Raramente aparecía en una subasta un libro que fuera a un tiempo famoso y único. El lote 61 era uno de esos libros, Los siete pilares de la sabiduría en su primera, privada y muy limitada edición, distinta de todas las ediciones posteriores no sólo en los tipos de imprenta y en la encuadernación, sino también en casi la tercera parte del texto. Antes de la subasta que nos ocupa sólo se conocía la existencia de un único ejemplar, pues todos los demás habían desaparecido o se habían destruido; el superviviente estaba en la Biblioteca del Congreso, en Washington D. C. Ni siquiera la Biblia de Gutemberg combinaba la fama con una rareza tal; éste era el único ejemplar original disponible de una reconocida obra maestra de la literatura del siglo XX.
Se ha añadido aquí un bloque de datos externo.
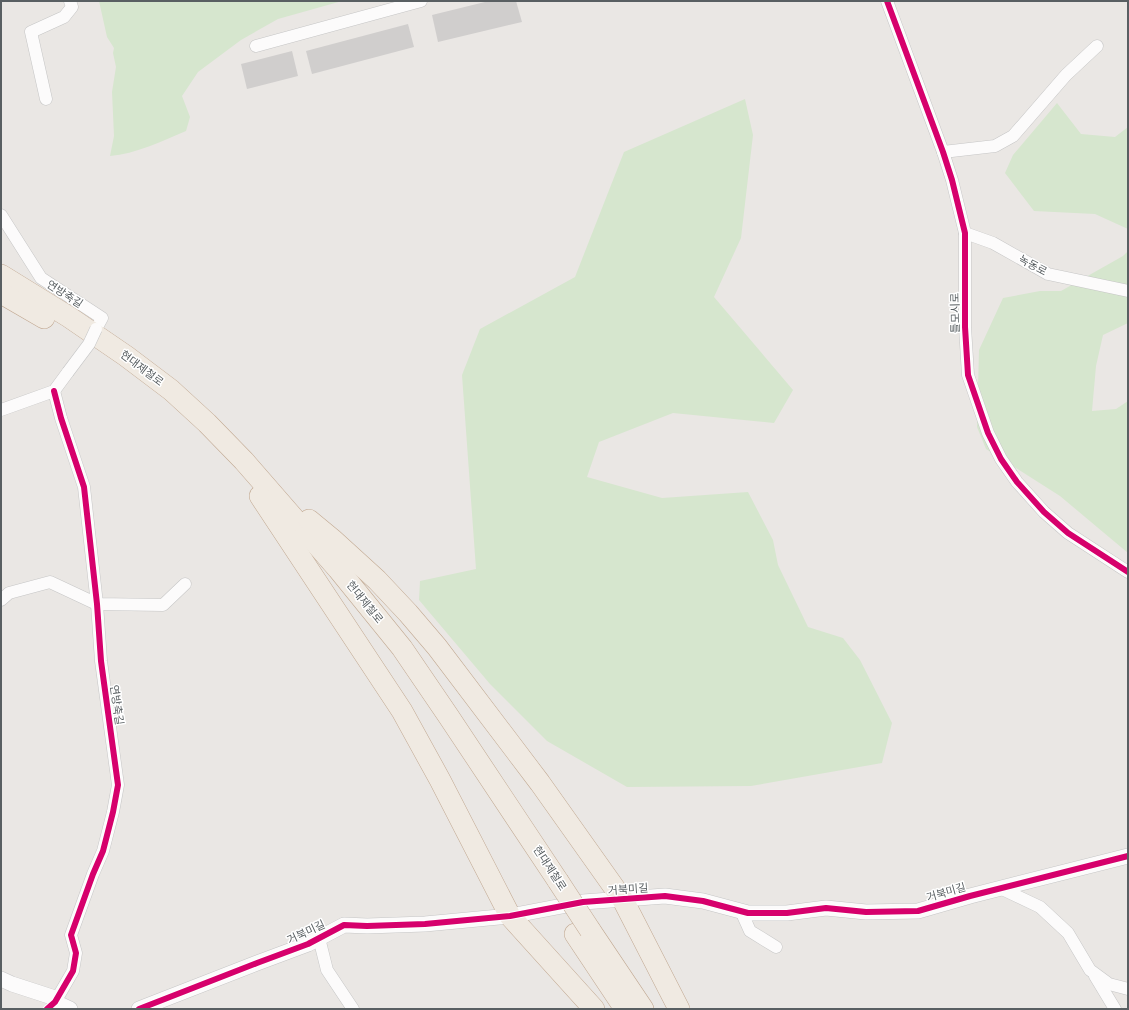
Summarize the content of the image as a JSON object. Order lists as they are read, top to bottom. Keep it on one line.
{"streets":{"highway":["현대제철로"],"street":["녹동로","연방축길","틀모시로","거북미길"]},"crossings":[["녹동로","틀모시로"]]}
Las esperanzas que tenía Sylvester de adquirir el libro no eran descabelladas, a pesar de que todas las bibliotecas y coleccionistas importantes de este planeta y de los colonizados estarían presentes o representados en la venta. «Quaritch» actuaría en representación de la Universidad de Texas, que con toda seguridad tendría unos deseos frenéticos de añadir esta preciosísima pieza que les faltaba en su extensa colección de la obra y memorabilia del autor.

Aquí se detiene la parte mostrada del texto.